About

Welcome to Fishfingers for tea. I’m Sian, married to Rich and mother to our three year old daughter, Izzy. Here you’ll find family friendly food tested on two seemingly unfillable stomachs, one large and one small. There’s nothing complicated and no ingredients that are hard to source. Most things are quick and easy to make, won’t cost the earth and fit into a busy life. I try and make it do what it says on the tin.

This blog – not my first, I’ve been blogging for around 8 years or so – has evolved since 2009. I started as a parent blogger, under a different name and wrote about all manner of things. Over time, more and more foodie posts appeared until it seemed that I stepped over into the world of food blogging. Though my husband and daughter still appear frequently, the focus has shifted. Those early posts will be stay though, they are quite simply us. So, if you’re wandering about in the archives you might well come across things you might not expect.

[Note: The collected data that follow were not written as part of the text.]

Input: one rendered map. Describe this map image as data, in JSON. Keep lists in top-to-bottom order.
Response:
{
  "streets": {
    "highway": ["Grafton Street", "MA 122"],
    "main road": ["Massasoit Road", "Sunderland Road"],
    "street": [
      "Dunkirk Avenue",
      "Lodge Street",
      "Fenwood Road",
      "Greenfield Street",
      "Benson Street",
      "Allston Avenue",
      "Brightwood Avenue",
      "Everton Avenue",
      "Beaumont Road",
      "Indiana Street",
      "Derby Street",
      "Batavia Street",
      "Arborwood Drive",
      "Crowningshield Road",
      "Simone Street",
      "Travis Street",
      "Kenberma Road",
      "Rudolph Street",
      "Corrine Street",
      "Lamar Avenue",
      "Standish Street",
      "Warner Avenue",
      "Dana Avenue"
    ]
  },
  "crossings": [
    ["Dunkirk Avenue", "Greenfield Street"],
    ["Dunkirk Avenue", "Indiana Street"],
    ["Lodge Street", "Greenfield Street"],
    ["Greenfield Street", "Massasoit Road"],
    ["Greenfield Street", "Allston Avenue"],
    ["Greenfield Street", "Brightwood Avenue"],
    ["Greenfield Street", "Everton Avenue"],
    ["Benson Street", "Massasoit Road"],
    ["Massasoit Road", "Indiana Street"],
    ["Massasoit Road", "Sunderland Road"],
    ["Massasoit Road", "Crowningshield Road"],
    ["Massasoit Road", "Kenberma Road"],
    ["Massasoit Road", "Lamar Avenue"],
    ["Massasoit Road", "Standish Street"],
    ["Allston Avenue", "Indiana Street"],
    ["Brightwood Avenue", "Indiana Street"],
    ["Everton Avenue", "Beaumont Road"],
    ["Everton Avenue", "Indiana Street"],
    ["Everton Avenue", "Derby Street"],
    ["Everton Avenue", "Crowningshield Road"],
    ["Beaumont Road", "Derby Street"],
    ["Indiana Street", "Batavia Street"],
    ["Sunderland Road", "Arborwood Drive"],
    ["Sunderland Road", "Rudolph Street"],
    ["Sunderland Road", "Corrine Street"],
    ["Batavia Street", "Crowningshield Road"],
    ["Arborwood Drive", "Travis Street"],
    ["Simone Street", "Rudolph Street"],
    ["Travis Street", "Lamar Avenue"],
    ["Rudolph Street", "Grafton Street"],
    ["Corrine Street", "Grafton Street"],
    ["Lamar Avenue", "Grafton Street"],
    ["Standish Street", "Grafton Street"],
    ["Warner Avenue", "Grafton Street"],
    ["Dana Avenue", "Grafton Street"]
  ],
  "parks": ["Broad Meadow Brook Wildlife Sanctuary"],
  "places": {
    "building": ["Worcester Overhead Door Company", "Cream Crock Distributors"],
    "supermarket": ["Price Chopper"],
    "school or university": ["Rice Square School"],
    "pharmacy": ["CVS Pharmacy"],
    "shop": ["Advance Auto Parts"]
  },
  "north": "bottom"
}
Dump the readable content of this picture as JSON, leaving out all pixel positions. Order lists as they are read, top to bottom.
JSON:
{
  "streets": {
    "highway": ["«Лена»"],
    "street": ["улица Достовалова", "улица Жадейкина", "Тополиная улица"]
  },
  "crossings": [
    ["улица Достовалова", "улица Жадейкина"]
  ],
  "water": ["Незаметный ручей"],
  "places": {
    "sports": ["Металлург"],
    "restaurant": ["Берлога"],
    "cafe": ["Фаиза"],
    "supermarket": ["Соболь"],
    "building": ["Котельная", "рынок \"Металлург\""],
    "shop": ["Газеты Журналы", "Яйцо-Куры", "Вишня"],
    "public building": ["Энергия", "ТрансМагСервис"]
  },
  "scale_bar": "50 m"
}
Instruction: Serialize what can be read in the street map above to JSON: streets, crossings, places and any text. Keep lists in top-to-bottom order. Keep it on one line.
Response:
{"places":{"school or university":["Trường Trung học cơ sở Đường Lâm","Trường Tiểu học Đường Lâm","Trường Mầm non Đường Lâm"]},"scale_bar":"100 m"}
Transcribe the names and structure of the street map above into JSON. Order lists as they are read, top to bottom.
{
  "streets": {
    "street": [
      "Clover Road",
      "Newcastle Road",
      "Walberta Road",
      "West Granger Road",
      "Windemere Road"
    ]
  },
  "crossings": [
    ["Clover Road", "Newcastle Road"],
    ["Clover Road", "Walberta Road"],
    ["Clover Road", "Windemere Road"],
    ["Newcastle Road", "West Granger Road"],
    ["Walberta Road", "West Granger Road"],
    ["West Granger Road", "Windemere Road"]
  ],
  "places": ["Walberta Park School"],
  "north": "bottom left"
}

I grew up with foodie parents and my childhood memories are full of their dinner parties, huge Sunday roasts and - seemingly - trying every fish and chip shop across the UK on days out. Food was an everyday part of our lives and there was no such thing as ‘children’s food’. I ate the same dishes as them and that’s something I’ve carried on with Izzy.

I pottered through my single years on a  diet of whatever I grabbed from M&S, toast, eating out, more toast and many evenings were spent at my best friend’s kitchen table with her family.

Marriage and motherhood saw me cooking again because I had to. It was cheaper for one and I wanted Izzy to experience food in the same way I did. I fell back in love with it. I’m nowhere near perfect and beans on toast and, of course, fishfingers are regulars at my table but the majority of our meals are homemade, though I’m not adverse to shortcuts and cheats. I very rarely make my own pastry; the ready rolled stuff has a permanent home in my fridge.

I don’t claim to be a foodie in that way that can come across as slightly pretentious. I love food. I love cooking, though I do prefer to bake. My cooking is good, basic, family cooking, taking its inspiration from both my parents and grandparent’s kitchens. Rich calls it rustic which is a fair enough assessment. We’re on a tight budget so there’s not a lot of room for specialised ingredients, unless I know I’ll be using them often.

I can be quite slapdash, I don’t remember ever really bothering to sift the flour. My concern is that it tastes good and can be knocked up with a three year old  pottering around, getting under my feet in the kitchen.

This, quite simply, is our life. On a plate.